Repeat the listing word for word. No pictures belong in the copy.

[DATA PROVIDED — start]

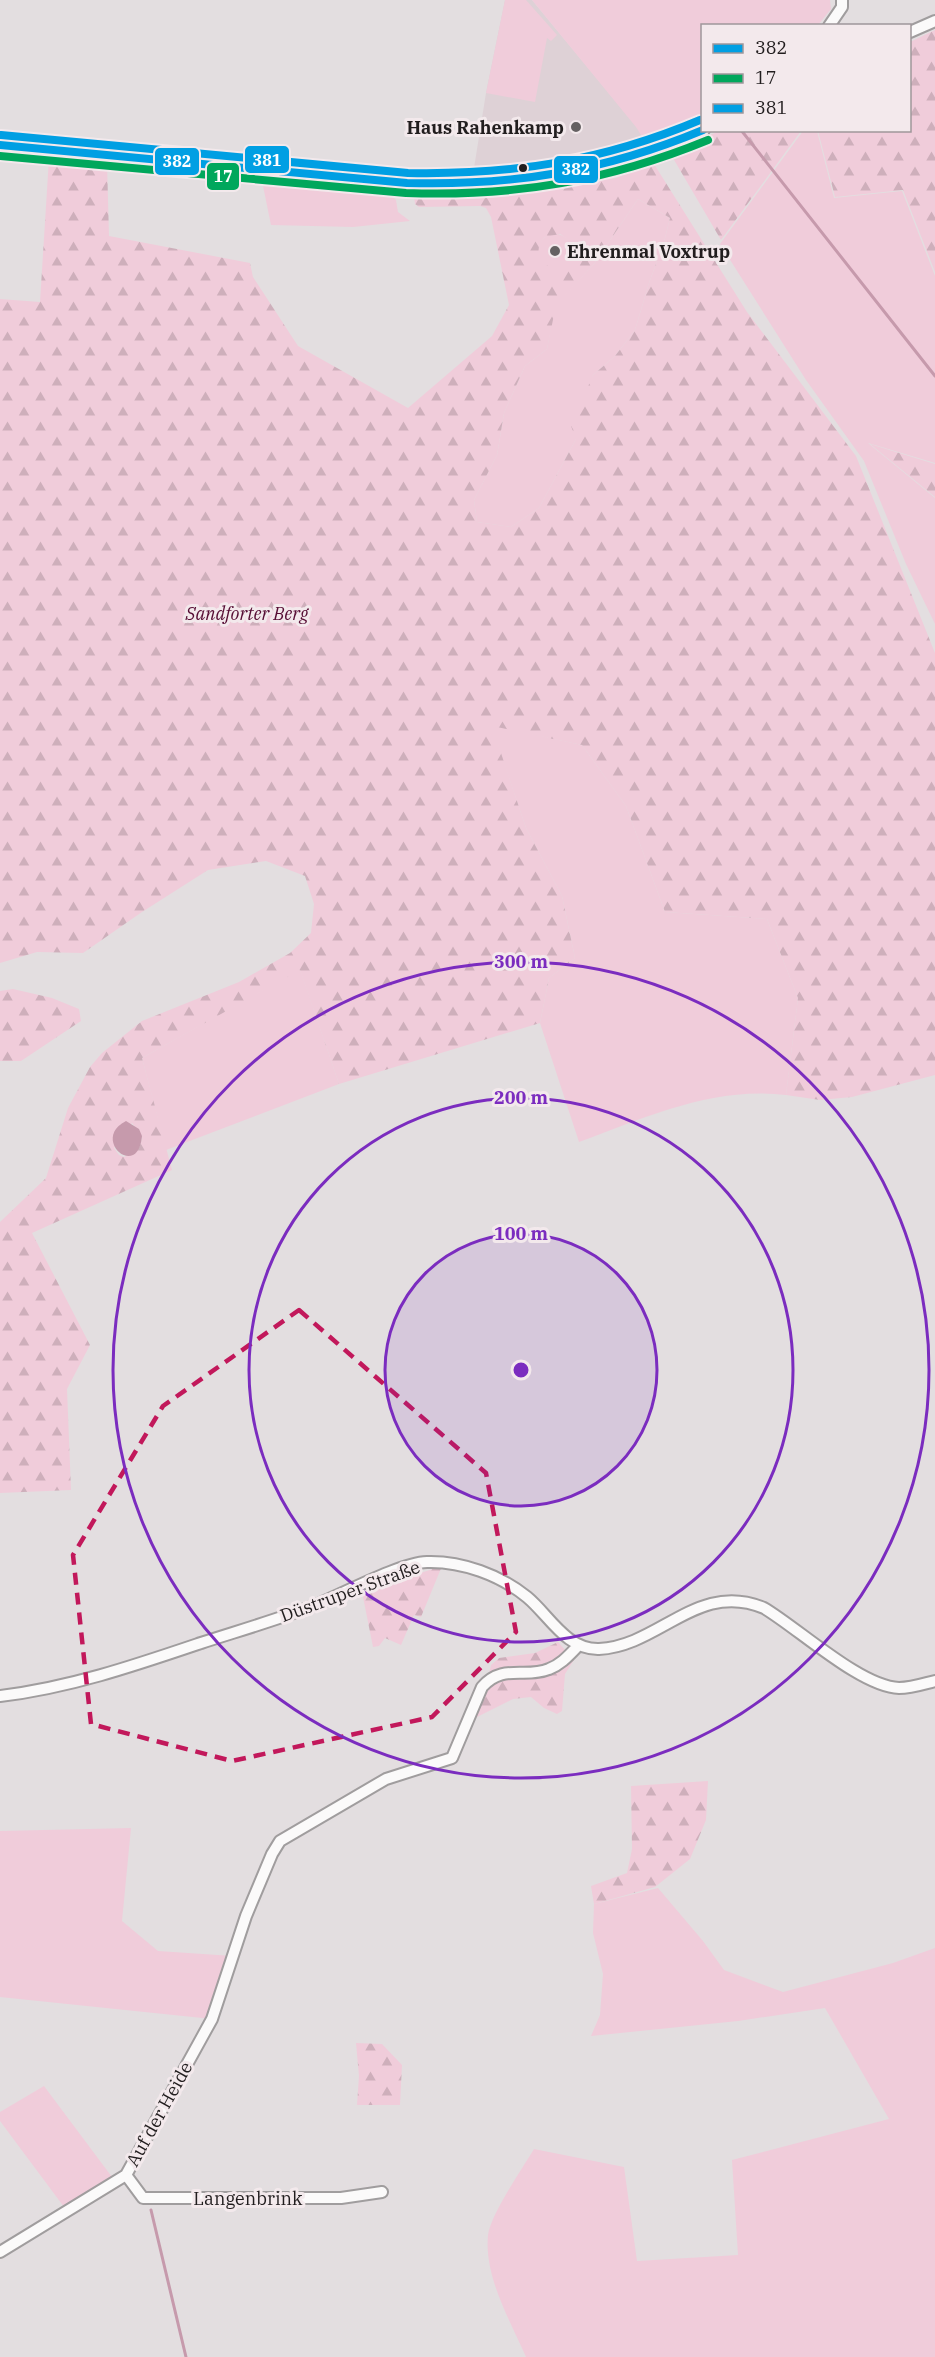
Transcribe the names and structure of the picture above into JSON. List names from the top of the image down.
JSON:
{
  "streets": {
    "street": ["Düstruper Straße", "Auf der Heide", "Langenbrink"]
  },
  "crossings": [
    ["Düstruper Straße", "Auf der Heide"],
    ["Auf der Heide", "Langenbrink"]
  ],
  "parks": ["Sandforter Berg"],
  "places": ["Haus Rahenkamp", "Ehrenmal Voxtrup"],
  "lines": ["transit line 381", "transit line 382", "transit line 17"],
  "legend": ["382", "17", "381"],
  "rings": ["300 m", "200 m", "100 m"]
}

[DATA PROVIDED — finish]

TASK SOLUTION:
Transcribe the names and structure of the picture above into JSON. List names from the top of the image down.
JSON:
{
  "streets": {
    "street": ["Düstruper Straße", "Auf der Heide", "Langenbrink"]
  },
  "crossings": [
    ["Düstruper Straße", "Auf der Heide"],
    ["Auf der Heide", "Langenbrink"]
  ],
  "parks": ["Sandforter Berg"],
  "places": ["Haus Rahenkamp", "Ehrenmal Voxtrup"],
  "lines": ["transit line 381", "transit line 382", "transit line 17"],
  "legend": ["382", "17", "381"],
  "rings": ["300 m", "200 m", "100 m"]
}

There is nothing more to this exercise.